◆ **GIVEN DATA**
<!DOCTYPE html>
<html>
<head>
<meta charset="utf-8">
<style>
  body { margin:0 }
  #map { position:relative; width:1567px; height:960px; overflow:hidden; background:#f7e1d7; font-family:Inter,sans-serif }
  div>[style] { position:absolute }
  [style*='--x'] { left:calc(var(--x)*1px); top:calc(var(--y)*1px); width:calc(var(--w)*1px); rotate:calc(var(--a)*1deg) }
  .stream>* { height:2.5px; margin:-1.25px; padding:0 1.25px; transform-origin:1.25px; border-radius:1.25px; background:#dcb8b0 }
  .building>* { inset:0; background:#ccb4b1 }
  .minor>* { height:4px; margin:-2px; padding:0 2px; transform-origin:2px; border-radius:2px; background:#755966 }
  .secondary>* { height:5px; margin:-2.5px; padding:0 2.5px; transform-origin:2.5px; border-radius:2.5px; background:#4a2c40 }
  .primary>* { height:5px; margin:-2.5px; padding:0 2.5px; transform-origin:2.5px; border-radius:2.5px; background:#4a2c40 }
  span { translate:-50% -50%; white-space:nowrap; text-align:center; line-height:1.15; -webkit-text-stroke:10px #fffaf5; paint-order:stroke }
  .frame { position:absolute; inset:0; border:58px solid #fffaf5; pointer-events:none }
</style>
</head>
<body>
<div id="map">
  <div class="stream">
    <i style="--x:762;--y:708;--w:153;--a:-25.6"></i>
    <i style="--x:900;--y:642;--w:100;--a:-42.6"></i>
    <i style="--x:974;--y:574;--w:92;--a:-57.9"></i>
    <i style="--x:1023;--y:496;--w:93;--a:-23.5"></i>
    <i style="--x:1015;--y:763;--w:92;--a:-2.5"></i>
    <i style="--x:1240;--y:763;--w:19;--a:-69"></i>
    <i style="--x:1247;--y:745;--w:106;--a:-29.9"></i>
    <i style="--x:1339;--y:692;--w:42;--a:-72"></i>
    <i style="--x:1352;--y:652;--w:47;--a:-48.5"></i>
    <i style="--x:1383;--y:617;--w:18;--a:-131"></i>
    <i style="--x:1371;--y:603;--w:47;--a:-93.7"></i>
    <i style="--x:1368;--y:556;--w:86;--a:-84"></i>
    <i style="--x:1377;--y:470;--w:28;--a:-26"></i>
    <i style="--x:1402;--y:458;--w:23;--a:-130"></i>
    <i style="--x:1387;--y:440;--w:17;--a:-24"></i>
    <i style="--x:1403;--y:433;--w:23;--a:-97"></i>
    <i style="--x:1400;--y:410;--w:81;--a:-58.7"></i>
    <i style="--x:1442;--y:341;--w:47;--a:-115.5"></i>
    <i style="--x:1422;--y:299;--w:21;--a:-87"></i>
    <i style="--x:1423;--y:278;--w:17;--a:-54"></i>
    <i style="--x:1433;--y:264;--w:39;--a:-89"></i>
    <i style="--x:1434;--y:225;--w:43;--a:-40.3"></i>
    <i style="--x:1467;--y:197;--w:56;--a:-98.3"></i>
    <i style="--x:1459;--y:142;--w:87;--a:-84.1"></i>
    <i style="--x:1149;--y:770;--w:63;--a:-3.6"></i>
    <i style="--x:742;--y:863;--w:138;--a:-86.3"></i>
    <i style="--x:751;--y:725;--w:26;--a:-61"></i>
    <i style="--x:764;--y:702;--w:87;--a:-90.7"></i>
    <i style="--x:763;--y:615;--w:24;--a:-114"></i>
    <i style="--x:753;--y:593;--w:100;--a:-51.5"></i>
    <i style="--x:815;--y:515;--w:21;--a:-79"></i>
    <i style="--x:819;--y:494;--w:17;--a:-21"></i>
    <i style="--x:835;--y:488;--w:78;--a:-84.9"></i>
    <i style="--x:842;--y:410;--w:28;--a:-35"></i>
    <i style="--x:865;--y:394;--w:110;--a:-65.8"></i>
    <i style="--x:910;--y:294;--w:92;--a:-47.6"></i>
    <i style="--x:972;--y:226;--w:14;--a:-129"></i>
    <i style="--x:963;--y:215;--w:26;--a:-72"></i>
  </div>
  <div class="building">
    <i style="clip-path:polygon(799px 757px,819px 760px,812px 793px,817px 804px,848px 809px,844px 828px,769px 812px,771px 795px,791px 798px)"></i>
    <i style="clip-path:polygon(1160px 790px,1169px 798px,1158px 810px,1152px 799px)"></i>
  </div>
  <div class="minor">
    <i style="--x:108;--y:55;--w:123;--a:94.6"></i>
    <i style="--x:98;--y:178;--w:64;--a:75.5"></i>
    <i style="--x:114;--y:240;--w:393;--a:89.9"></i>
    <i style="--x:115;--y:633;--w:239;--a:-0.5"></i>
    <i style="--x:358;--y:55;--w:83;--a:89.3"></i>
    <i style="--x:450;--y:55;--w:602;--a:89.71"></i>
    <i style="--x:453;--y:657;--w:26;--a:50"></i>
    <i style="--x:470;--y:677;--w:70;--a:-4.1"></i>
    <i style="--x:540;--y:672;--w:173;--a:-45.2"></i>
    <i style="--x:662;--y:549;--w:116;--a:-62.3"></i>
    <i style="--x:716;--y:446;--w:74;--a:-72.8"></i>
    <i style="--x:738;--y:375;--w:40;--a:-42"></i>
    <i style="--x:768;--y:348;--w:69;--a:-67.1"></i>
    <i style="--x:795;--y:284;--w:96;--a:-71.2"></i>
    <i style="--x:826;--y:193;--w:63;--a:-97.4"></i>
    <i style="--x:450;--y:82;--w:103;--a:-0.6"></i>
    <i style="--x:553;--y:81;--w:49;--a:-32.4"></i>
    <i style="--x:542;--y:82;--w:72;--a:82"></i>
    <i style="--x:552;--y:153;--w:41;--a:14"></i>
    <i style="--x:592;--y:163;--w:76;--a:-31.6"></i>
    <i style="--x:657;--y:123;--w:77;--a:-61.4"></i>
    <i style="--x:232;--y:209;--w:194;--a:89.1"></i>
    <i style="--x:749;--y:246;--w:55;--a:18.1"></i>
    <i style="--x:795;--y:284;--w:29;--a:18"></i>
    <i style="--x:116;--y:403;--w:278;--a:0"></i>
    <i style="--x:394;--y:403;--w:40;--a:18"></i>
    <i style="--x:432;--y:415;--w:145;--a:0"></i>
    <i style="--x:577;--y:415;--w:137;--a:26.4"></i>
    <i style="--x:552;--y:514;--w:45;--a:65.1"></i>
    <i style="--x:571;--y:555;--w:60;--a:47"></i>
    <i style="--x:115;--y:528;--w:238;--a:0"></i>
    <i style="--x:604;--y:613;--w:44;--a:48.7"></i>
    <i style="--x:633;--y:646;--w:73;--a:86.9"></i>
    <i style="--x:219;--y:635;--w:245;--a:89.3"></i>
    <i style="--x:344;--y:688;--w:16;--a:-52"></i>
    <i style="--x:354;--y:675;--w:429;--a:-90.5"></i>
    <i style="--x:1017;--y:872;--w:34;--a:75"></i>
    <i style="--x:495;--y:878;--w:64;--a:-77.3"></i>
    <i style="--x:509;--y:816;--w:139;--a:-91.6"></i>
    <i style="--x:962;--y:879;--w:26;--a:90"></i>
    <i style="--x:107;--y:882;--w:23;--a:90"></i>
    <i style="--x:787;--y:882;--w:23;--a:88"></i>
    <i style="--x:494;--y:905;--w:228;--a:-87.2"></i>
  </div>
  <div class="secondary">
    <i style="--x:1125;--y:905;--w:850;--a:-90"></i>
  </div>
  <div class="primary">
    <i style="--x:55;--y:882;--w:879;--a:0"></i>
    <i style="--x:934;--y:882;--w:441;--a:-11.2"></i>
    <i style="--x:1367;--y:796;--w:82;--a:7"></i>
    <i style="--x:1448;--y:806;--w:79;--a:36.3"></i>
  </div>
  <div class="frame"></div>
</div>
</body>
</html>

◆ **PROBLEM DETAILS**
From the material above, set down exactly the lines between the line holding "position:relative; width:1567px; height:960px;" and the line holding "height:2.5px; margin:-1.25px; padding:0", inclusive. Include nothing else.

◆ **RESULT BELOW**
  #map { position:relative; width:1567px; height:960px; overflow:hidden; background:#f7e1d7; font-family:Inter,sans-serif }
  div>[style] { position:absolute }
  [style*='--x'] { left:calc(var(--x)*1px); top:calc(var(--y)*1px); width:calc(var(--w)*1px); rotate:calc(var(--a)*1deg) }
  .stream>* { height:2.5px; margin:-1.25px; padding:0 1.25px; transform-origin:1.25px; border-radius:1.25px; background:#dcb8b0 }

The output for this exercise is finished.